HOW TO COMPLETE THIS TASK
Show each line of the records in which the word "Benício" occurs.

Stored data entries
########
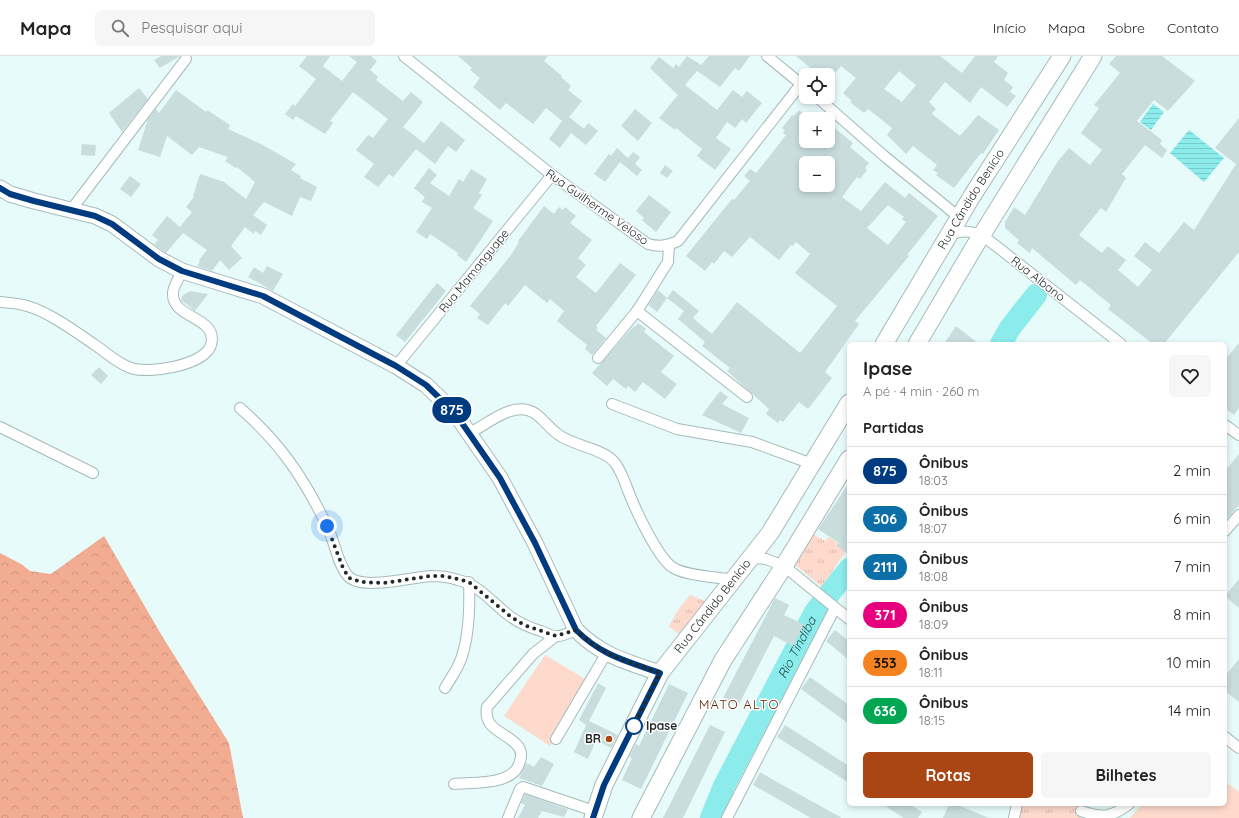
<!DOCTYPE html>
<html lang="pt">
<meta charset="utf-8">
<style>
body{margin:0;font-family:Quicksand,sans-serif;background:#f6f6f6;color:#222;height:100vh;display:flex;flex-direction:column;font-size:15px;white-space:nowrap}
*{box-sizing:border-box;margin:0}
p{font-size:13px;color:#767676}
.icon{flex:none;width:22px;height:22px;fill:none;stroke:currentColor;stroke-width:2;stroke-linecap:round;stroke-linejoin:round}
.map{position:relative;flex:1;overflow:hidden}
.drawer{position:absolute;left:847px;top:286px;width:380px;height:464px;display:flex;flex-direction:column;background:#fff;border-radius:6px;box-shadow:0 2px 6px #0003}
.drawer>*{flex:none}
.badge{padding:0 8px;border-radius:13px;font-size:14px;line-height:26px}
.controls{position:absolute;left:799px;top:12px;display:grid;gap:8px}
.controls a{display:grid;place-items:center;width:36px;height:36px;border-radius:6px;background:#fff;box-shadow:0 2px 6px #0003;font-size:20px}
.you{position:absolute;width:20px;height:20px;margin:-10px;border:3px solid #fff;border-radius:50%;background:#1a73e8;box-shadow:0 0 0 6px #1a73e833}
.map>.badge{position:absolute;translate:-50% -50%;box-shadow:0 0 0 2px #fff}
h2{padding:0 16px;font-size:15px;line-height:36px}
.round{display:grid;place-items:center;flex:none;width:42px;height:42px;border-radius:6px;background:#f6f6f6}
.headline{display:flex;align-items:center;justify-content:space-between;height:68px;padding:0 16px}
h1{font-size:19px;font-weight:700;line-height:30px}
.action{display:flex;gap:8px;margin-top:auto;padding:8px 16px}
.action a{flex:1;height:46px;border-radius:6px;background:#aa4514;color:#fff;font-size:16px;font-weight:700;line-height:46px;text-align:center}
.action a+a{background:#f6f6f6;color:#222}
ul{padding:0;list-style:none}
li{display:flex;align-items:center;gap:12px;height:48px;padding:0 16px;border-top:1px solid #e0e0e0}
li div{flex:1}
li b{display:block;font-size:15px}
li em{font-style:normal}
li .badge{min-width:44px;font-weight:700;text-align:center}
header{display:flex;align-items:center;gap:24px;box-sizing:border-box;height:56px;padding:0 20px;background:#fff;border-bottom:1px solid #e0e0e0}
header strong{font-size:19px}
nav{display:flex;gap:22px;margin-inline-start:auto;font-size:14px}
.search{width:280px;height:36px;background:#f6f6f6;display:flex;align-items:center;gap:10px;box-sizing:border-box;padding:0 14px;border-radius:6px;color:#767676;font-size:15px}
.map>svg:first-child{display:block}
</style>
<header>
<strong>Mapa</strong>
<div class="search"><svg class="icon" aria-label="search" viewBox="0 0 24 24"><circle cx="10" cy="10" r="6"/><path d="M15 15l6 6"/></svg>Pesquisar aqui</div>
<nav><a>Início</a><a>Mapa</a><a>Sobre</a><a>Contato</a></nav>
</header>
<div class="map">
<svg width="1239" height="762" viewBox="0 0 1239 762">
<defs>
<pattern id="grass-tufts" width="24" height="20" patternUnits="userSpaceOnUse"><rect width="24" height="20" fill="#fedacc"/><path d="M3 7l-1-3M5 7V3M7 7l1-3M15 17l-1-3M17 17v-4M19 17l1-3" fill="none" stroke="#d9bbaf"/></pattern>
<pattern id="forest-crowns" width="20" height="18" patternUnits="userSpaceOnUse"><rect width="20" height="18" fill="#f1ac91"/><path d="M2 6a3 3 0 1 1 6 0M12 15a3 3 0 1 1 6 0" fill="none" stroke="#ce947d"/></pattern>
<pattern id="water-rules" width="6" height="5" patternUnits="userSpaceOnUse"><rect width="6" height="5" fill="#8cebeb"/><path d="M0 2.5h6" fill="none" stroke="#78caca"/></pattern>
</defs>
<rect width="100%" height="100%" fill="#e6fbfa"/>
<g fill="url(#grass-tufts)">
<polygon points="813,478 825,485 829,481 847,493 822,531 793,507"/>
<polygon points="690,539 705,545 680,579 669,570 678,554"/>
<polygon points="1017,748 1077,748 1081,755 1080,762 1014,762"/>
</g>
<polygon fill="url(#forest-crowns)" points="104,480 162,580 229,687 243,762 0,762 0,497 21,508 30,515 51,518"/>
<g fill="#fedacc">
<polygon points="545,599 587,624 550,690 504,660"/>
<polygon points="1225,725 1239,736 1239,762 1130,762 1142,748 1225,748"/>
</g>
<g fill="url(#water-rules)">
<polygon points="1153,48 1164,56 1151,74 1140,66"/>
<polygon points="1189,74 1224,102 1204,126 1170,97"/>
</g>
<g fill="none" stroke-linecap="round" stroke-linejoin="round">
<g stroke="#8cebeb" stroke-width="22">
<polyline points="1001,288 1010,272 1036,239"/>
<path id="s1" d="M 711,762 L 724,730 L 815,556 L 849,513"/>
</g>
</g>
<g fill="#c9dddd" fill-rule="evenodd">
<polygon points="161,0 180,0 160,12 154,4"/>
<polygon points="307,0 330,0 323,10 342,25 357,6 349,0 371,0 377,5 370,14 378,21 376,24 403,45 411,36 423,46 403,71 424,87 441,65 465,84 456,96 448,90 435,108 416,93 393,121 389,118 378,131 364,121 374,108 356,94 368,79 373,82 388,63 353,36 330,65 333,67 325,78 296,60 293,64 285,58 293,48 295,50 316,23 299,10"/>
<polygon points="458,0 548,0 544,5 562,20 561,21 571,30 568,34 582,45 569,61 584,73 588,67 598,75 586,89 571,77 560,92 549,83 562,65 546,52 533,68 506,47 500,54 473,31 480,22 470,14 472,12"/>
<polygon points="687,0 701,9 709,0 750,0 739,15 735,12 720,31 697,15 685,29 717,54 733,34 742,41 747,35 762,47 746,67 742,63 735,72 727,66 716,82 731,93 715,114 697,100 702,93 676,72 675,74 659,62 678,39 650,12 659,1 673,12 676,8 679,11"/>
<path d="M 796,0 L 940,0 L 962,17 L 975,0 L 998,0 L 994,6 L 1008,17 L 1004,24 L 1013,31 L 1010,36 L 1016,40 L 1007,51 L 981,31 L 970,47 L 945,26 L 929,46 L 936,53 L 932,58 L 960,80 L 978,59 L 999,74 L 983,98 L 981,97 L 954,132 L 936,119 L 938,117 L 933,114 L 937,109 L 913,90 L 906,98 L 887,79 L 892,72 L 868,53 L 864,57 L 850,46 L 852,45 L 843,37 L 856,22 L 841,10 L 828,26 L 828,19 L 819,19 ZM 899,15 L 916,29 L 902,46 L 884,33 Z"/>
<polygon points="1116,0 1162,0 1195,25 1168,55 1154,44 1137,65 1162,84 1160,88 1167,94 1162,102 1145,89 1122,118 1126,122 1106,156 1101,152 1079,179 1102,197 1108,190 1126,204 1118,214 1138,231 1152,214 1134,200 1145,186 1159,197 1184,166 1194,174 1236,108 1215,92 1239,62 1239,196 1164,288 1153,288 1108,253 1111,249 1080,224 1076,229 1032,192 1030,197 1017,187 1019,184 1005,172 1005,166 1014,151 1025,159 1058,105 1069,92 1090,109 1102,94 1081,77 1099,52 1094,49 1120,17 1109,8"/>
<polygon points="139,32 148,43 122,76 109,57"/>
<polygon points="176,34 206,56 207,54 230,69 228,73 261,88 296,108 291,114 301,120 300,122 317,131 311,145 300,141 292,160 264,146 253,159 267,169 261,179 255,175 254,178 245,171 231,190 242,202 229,214 220,204 212,215 197,210 200,205 199,204 207,194 183,177 166,197 154,188 158,184 152,179 167,160 180,171 192,156 186,151 194,141 193,140 200,118 224,126 246,143 255,126 237,111 236,112 225,105 228,101 199,91 192,99 167,80 160,101 138,94 148,63 156,53 159,57"/>
<polygon points="635,53 652,67 638,85 621,70"/>
<path d="M 799,54 L 806,59 L 806,85 L 828,85 L 828,75 L 832,70 L 853,87 L 850,91 L 869,107 L 865,112 L 867,114 L 860,123 L 857,121 L 842,141 L 861,155 L 885,126 L 905,142 L 909,137 L 938,160 L 907,199 L 909,200 L 855,265 L 859,268 L 825,316 L 832,322 L 808,353 L 799,346 L 783,366 L 780,364 L 778,367 L 766,358 L 769,353 L 727,315 L 730,312 L 702,290 L 705,286 L 678,263 L 684,255 L 667,242 L 657,256 L 648,249 L 658,234 L 667,242 L 673,234 L 699,255 L 693,262 L 712,278 L 737,246 L 800,297 L 837,250 L 795,217 L 810,198 L 796,186 L 793,190 L 791,189 L 779,204 L 750,181 L 732,201 L 724,195 L 714,208 L 712,206 L 705,215 L 686,200 L 732,143 L 734,144 L 750,125 L 744,120 L 750,113 L 756,117 L 765,106 L 786,79 L 783,77 L 785,74 L 782,72 L 792,59 L 794,60 ZM 806,107 L 828,107 L 828,129 L 806,129 ZM 888,149 L 904,161 L 902,163 L 906,166 L 888,189 L 867,172 Z"/>
<polygon points="82,88 96,89 95,100 81,99"/>
<polygon points="617,92 628,102 633,96 640,101 635,108 642,114 637,120 620,106 605,126 594,118 609,98 611,100"/>
<polygon points="665,109 673,115 667,122 660,117"/>
<polygon points="429,112 437,119 430,127 449,140 459,123 463,126 471,113 487,123 479,137 482,139 473,152 493,165 466,206 457,199 458,197 430,178 427,183 416,176 432,152 422,146 425,141 414,132"/>
<polygon points="130,120 141,128 131,141 120,133"/>
<polygon points="649,139 671,156 656,176 642,164 644,162 636,155"/>
<polygon points="544,150 554,158 559,151 563,154 565,151 576,160 570,167 592,184 578,202 586,209 576,221 596,237 620,207 636,219 596,270 598,272 596,274 606,282 592,299 585,293 587,289 557,265 564,255 550,243 547,247 525,229 508,250 505,247 488,269 477,262 480,258 470,250 511,199 519,186 518,185"/>
<polygon points="267,210 283,218 273,235 248,221 254,211 263,217"/>
<polygon points="437,227 446,235 405,286 396,279"/>
<polygon points="190,235 208,238 195,255 181,244 182,240"/>
<polygon points="638,267 646,273 644,276 674,300 661,316 677,328 665,343 643,326 635,336 628,330 626,333 613,323 607,330 592,317 634,270 635,271"/>
<polygon points="956,270 979,288 944,288"/>
<polygon points="1239,287 1239,352 1234,359 1225,352 1225,304"/>
<polygon points="99,311 108,320 101,328 91,319"/>
<polygon points="720,335 728,341 722,348 749,362 741,377 702,359"/>
<polygon points="1239,398 1239,449 1225,465 1225,415"/>
<polygon points="849,427 849,499 837,490 839,487 818,473"/>
<polygon points="1239,523 1239,552 1225,540"/>
<polygon points="775,542 789,549 784,559 805,569 793,590 774,580 738,650 723,642"/>
<polygon points="835,574 849,585 849,604 826,585"/>
<polygon points="1239,603 1239,646 1225,635 1225,620"/>
<polygon points="810,621 849,649 849,668 801,633"/>
<polygon points="598,627 606,632 589,665 618,679 611,692 596,684 588,703 574,696 586,669 579,664"/>
<polygon points="669,628 688,637 641,733 622,724 632,702 629,701 636,688 639,690"/>
<polygon points="710,669 725,676 683,762 663,762"/>
<polygon points="785,669 849,710 849,727 777,681"/>
<polygon points="541,701 554,708 542,730 519,722 527,707 534,711"/>
<polygon points="760,716 777,726 842,762 811,762 753,729"/>
<polygon points="525,738 567,753 568,753 564,761 542,755 538,762 518,762 525,749 521,747"/>
<polygon points="882,748 909,748 922,756 918,762 904,762"/>
<polygon points="949,748 955,748 989,762 943,762"/>
</g>
<g fill="none" stroke-linecap="round" stroke-linejoin="round">
<defs>
<g id="street">
<path d="M 404,0 L 552,119 L 648,188 C 659,191 667,190 678,185 L 801,28"/>
<polyline points="767,0 806,32"/>
<polyline points="817,41 883,99 960,162"/>
<polyline points="71,154 186,3"/>
<path d="M 950,179 C 961,174 970,175 982,179 L 1121,288"/>
<path d="M 0,246 C 9,247 18,247 27,250 C 49,256 76,276 95,289 C 107,297 117,307 131,312 C 148,318 204,310 211,289 C 219,260 171,263 173,237 C 173,231 179,222 182,215"/>
<polyline points="637,255 747,341"/>
<polyline points="598,302 637,255 668,206 669,189"/>
<polyline points="396,310 552,119"/>
<polyline points="612,348 677,373 752,386 812,408"/>
<path d="M 240,352 C 280,387 304,422 327,470 C 335,486 337,507 348,520 C 361,535 413,521 431,520 C 440,520 449,521 458,524 C 480,529 493,548 511,561 C 521,568 531,572 541,575 C 546,577 551,580 556,580 C 562,581 570,576 576,574"/>
<polyline points="1225,369 1239,379"/>
<polyline points="0,371 93,417"/>
<path d="M 470,377 C 489,367 515,343 536,358 C 544,364 550,373 559,379 C 574,390 605,393 615,407 C 622,416 625,427 629,437 C 636,455 657,500 672,511 C 685,520 718,521 734,524"/>
<polyline points="1225,475 1239,459"/>
<polyline points="752,502 766,503 784,510 849,563"/>
<path d="M 445,632 C 449,625 454,618 458,610 C 469,589 470,550 469,526"/>
<polyline points="1225,681 1239,692"/>
<polyline points="556,683 606,598"/>
<path d="M 454,728 C 474,726 515,730 520,705 C 522,699 521,692 516,688 C 503,675 483,673 487,651 L 533,598 L 556,580"/>
<path d="M 1081,755 C 1102,762 1111,762 1129,748"/>
<polyline points="508,762 520,733 523,731 594,755"/>
<polyline points="727,762 835,552"/>
<polyline points="1014,762 1017,748"/>
</g>
<path id="secondary" d="M 0,132 L 10,138 L 34,145 L 95,160 L 112,168 L 159,203 L 182,215 L 263,240 L 396,310 L 426,329 L 455,357 L 500,422 L 535,487 L 576,574 C 602,600 627,606 660,617"/>
<g id="primary">
<path id="s2" d="M 884,288 L 972,140 L 1062,0"/>
<polyline points="917,288 973,193 1093,0"/>
<path id="s3" d="M 593,762 L 604,729 L 660,617 L 770,477 L 849,347"/>
<polyline points="641,762 723,604 784,510 849,403"/>
</g>
</defs>
<use href="#street" stroke="#a6baba" stroke-width="12"/>
<use href="#secondary" stroke="#a6baba" stroke-width="17"/>
<use href="#primary" stroke="#a6baba" stroke-width="19"/>
<use href="#street" stroke="#fff" stroke-width="10"/>
<use href="#secondary" stroke="#fff" stroke-width="15"/>
<use href="#primary" stroke="#fff" stroke-width="17"/>
</g>
<g fill="none" stroke-linecap="round" stroke-linejoin="round">
<defs>
<path id="line" d="M 0,132 L 10,138 L 34,145 L 95,160 L 112,168 L 159,203 L 182,215 L 263,240 L 396,310 L 426,329 L 455,357 L 500,422 L 535,487 L 576,574 C 602,600 627,605 660,617 L 604,729 L 593,762"/>
</defs>
<use href="#line" stroke="#fff" stroke-width="9"/>
<use href="#line" stroke="#003b80" stroke-width="6"/>
<path stroke="#222a29" stroke-width="4" stroke-dasharray="0 7.2" d="M 327,470 L 343,512 L 349,522 L 362,526 L 384,527 L 430,520 L 445,520 L 469,526 L 510,560 L 524,569 L 556,580 L 576,574 C 602,600 627,605 660,617 L 633,672 L 634,670"/>
</g>
<circle fill="#fff" stroke="#003b80" stroke-width="2" cx="634" cy="670" r="8"/>
<circle fill="#aa4514" stroke="#fff" stroke-width="1.5" cx="609" cy="683" r="4"/>
<g text-anchor="middle" stroke-width="3" stroke-linejoin="round" paint-order="stroke">
<g font-size="12" fill="#222a29" stroke="#fff">
<text dy="4" stroke="none"><textPath href="#s2" startOffset="169">Rua Cândido Benício</textPath></text>
<text transform="translate(597 151) rotate(35)" y="4">Rua Guilherme Veloso</text>
<text transform="translate(474 215) rotate(-51)" y="4">Rua Mamanguape</text>
<text transform="translate(1038 223) rotate(38)" y="4">Rua Albano</text>
<text dy="4" stroke="none"><textPath href="#s3" startOffset="245">Rua Cândido Benício</textPath></text>
</g>
<g font-size="12" font-weight="bold" fill="#222a29" stroke="#fff" text-anchor="start">
<text x="646" y="674">Ipase</text>
</g>
<g font-size="12" font-weight="bold" fill="#222a29" stroke="#fff" text-anchor="end">
<text x="601" y="687">BR</text>
</g>
<g font-size="13" font-style="italic" fill="#1e4a4a" stroke="#fff">
<text dy="5" stroke="none"><textPath href="#s1" startOffset="191">Rio Tindiba</textPath></text>
</g>
<g font-size="13" letter-spacing="1" fill="#672808" stroke="#fff">
<text x="739" y="653">MATO ALTO</text>
</g>
</g>
</svg>
<div class="controls">
<a><svg class="icon" aria-label="locate" viewBox="0 0 24 24"><circle cx="12" cy="12" r="6"/><path d="M12 2v4M12 18v4M2 12h4M18 12h4"/></svg></a>
<a>+</a>
<a>−</a>
</div>
<div class="you" style="left:327px;top:470px"></div>
<b class="badge" style="left:452px;top:354px;background:#003b80;color:#fff">875</b>
<section class="drawer">
<div class="headline"><div><h1>Ipase</h1><p>A pé · 4 min · 260 m</p></div><a class="round"><svg class="icon" aria-label="heart" viewBox="0 0 24 24"><path d="M12 20l-8-8c-3-5 5-10 8-4 3-6 11-1 8 4z"/></svg></a></div>
<h2>Partidas</h2>
<ul>
<li><span class="badge" style="background:#003b80;color:#fff">875</span><div><b>Ônibus</b><p>18:03</p></div><em>2 min</em></li>
<li><span class="badge" style="background:#0d6fa8;color:#fff">306</span><div><b>Ônibus</b><p>18:07</p></div><em>6 min</em></li>
<li><span class="badge" style="background:#0d6fa8;color:#fff">2111</span><div><b>Ônibus</b><p>18:08</p></div><em>7 min</em></li>
<li><span class="badge" style="background:#e6007e;color:#fff">371</span><div><b>Ônibus</b><p>18:09</p></div><em>8 min</em></li>
<li><span class="badge" style="background:#f58220;color:#111">353</span><div><b>Ônibus</b><p>18:11</p></div><em>10 min</em></li>
<li><span class="badge" style="background:#00a651;color:#fff">636</span><div><b>Ônibus</b><p>18:15</p></div><em>14 min</em></li>
</ul>
<div class="action"><a>Rotas</a><a>Bilhetes</a></div>
</section>
</div>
########
TASK OUTPUT
<text dy="4" stroke="none"><textPath href="#s2" startOffset="169">Rua Cândido Benício</textPath></text>
<text dy="4" stroke="none"><textPath href="#s3" startOffset="245">Rua Cândido Benício</textPath></text>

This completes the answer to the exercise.